Unity 8とMir
「Unity 8」をご存じですか?かつては「Ubuntu Desktop」のメインストリームになる予定だったデスクトップ環境(シェル)です。
また「Unity 8」はモバイルデバイス向けOSである「Ubuntu Touch」に採用されているシェルでもあります。
一つのシェルで様々なデバイスをサポート
当時「Canonical」は収束(コンバージェンス)という構想を持っており、モバイル環境とデスクトップ環境を1つの環境で提供する、という目標を持っていました。これを実現するシェルが「Unity 8」です。
一般的なユーザーが利用するデバイスを大きく分類すると、スマートフォン、タブレット、ノートPC、デスクトップPCに別れます。
前者2種はモバイルデバイスであり、また後者2種のデバイスとは大きく形状の異なるデバイスであり、デスクトップ向けのOSをモバイルデバイス向けにそのまま提供してもユーザーが必要とするUXを提供することはできません。
逆もまた然りです。
しかし「Unity 8」は、デバイスの使われ方でユーザーインターフェースを変化させる仕組みを持っており、デバイスの形状の垣根を超えたシェルを実現しました。
UBportsが開発を受け継ぐ
現在「Unity 8」は「Canonical」の手を離れ、「Ubuntu Touch」と共に「UBports」コミュニティーで開発が行われています。モバイル向けUnity 8(Ubuntu Touch)
「Ubuntu Touch」はモバイルデバイス向けのOSであり、スマートフォンやタブレット向けに最適化されたOSです。「Ubuntu Touch」はシェルに「Unity 8」を採用しています。
現在「Ubuntu Touch」は「Ubuntu 16.04 LTS」をベースに開発されています。
モバイルな使い方もデスクトップな使い方もOK
マウスとキーボード、そして外部ディスプレイをモバイルデバイスに接続すると、「Unity 8」のユーザーインターフェースがデスクトップ環境に合わせたデザインに変化する特徴を持っています。(デスクトップモード)Webで言うところのレスポンシブデザインみたいなものです。

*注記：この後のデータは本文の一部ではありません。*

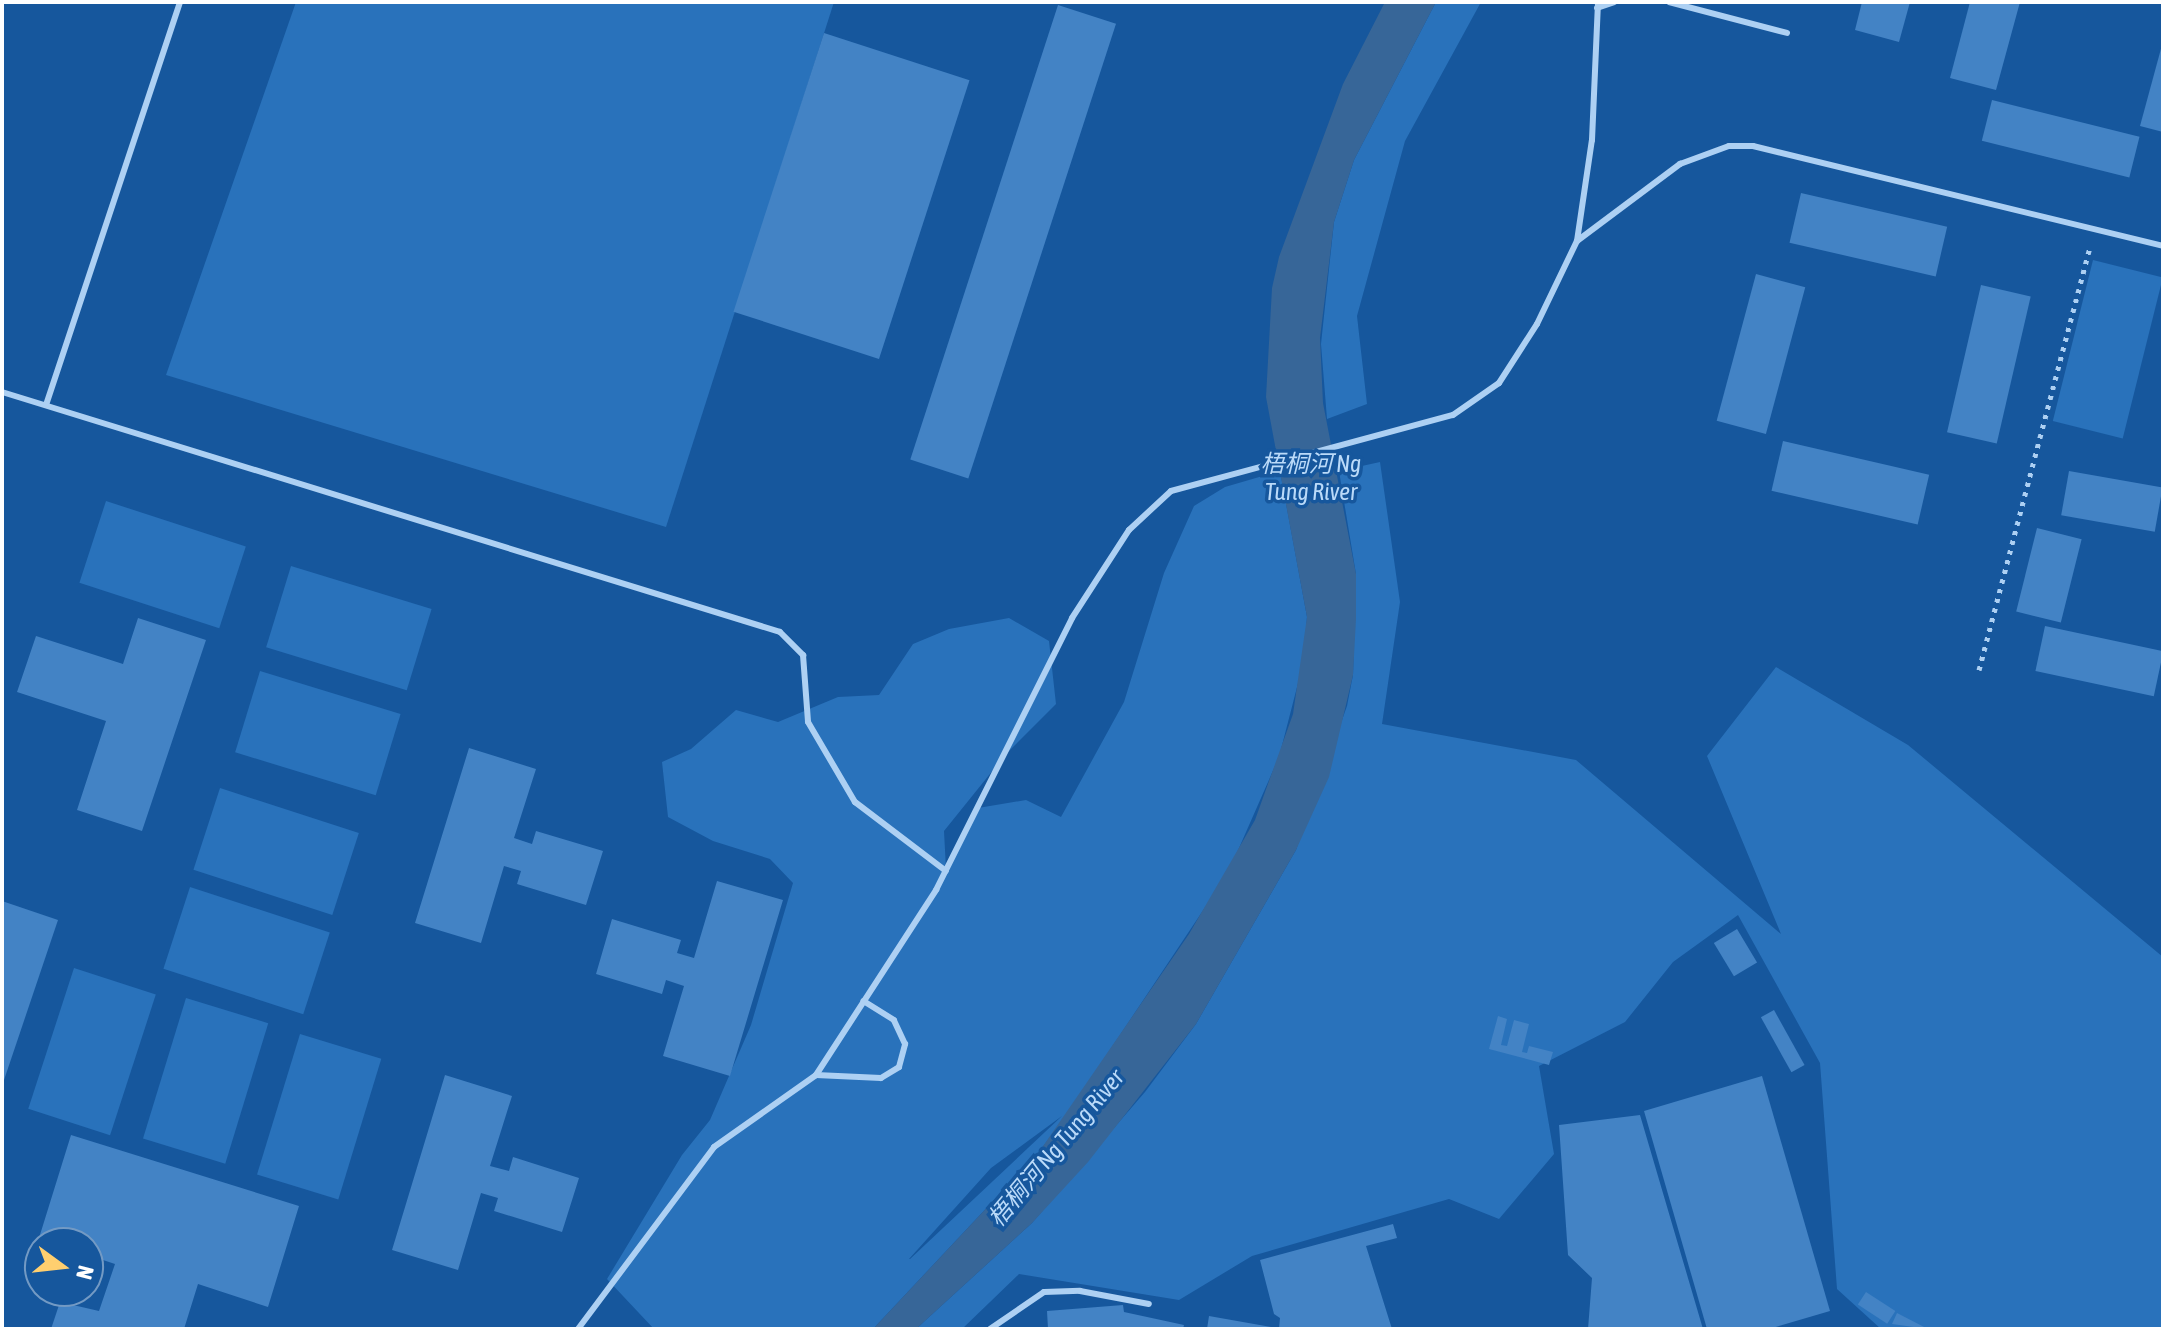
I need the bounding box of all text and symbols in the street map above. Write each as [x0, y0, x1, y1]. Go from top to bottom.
water label: 梧桐河 Ng Tung River [1261, 450, 1361, 506]
water label: 梧桐河 Ng Tung River [982, 1064, 1130, 1232]
north arrow [24, 1227, 104, 1307]
text: N [71, 1263, 99, 1282]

あたかもノートPCやデスクトップPCで操作しているかのような使い勝手を得られます。
豊富なアプリケーション
「Ubuntu Touch」ユーザーはモバイルデバイスにも関わらず、デスクトップモードにより「LibreOffice」や「Gimp」、「Firefox」など豊富なデスクトップ向けアプリケーションを活用できます。デスクトップ向けUnity 8
デスクトップ向け「Unity 8」は、デスクトップ向けOS上で動作する「Unity 8」です。「Ubuntu Desktop」等で「Unity 8」を動作させることができ、Waylandベースのアプリケーションを利用できます。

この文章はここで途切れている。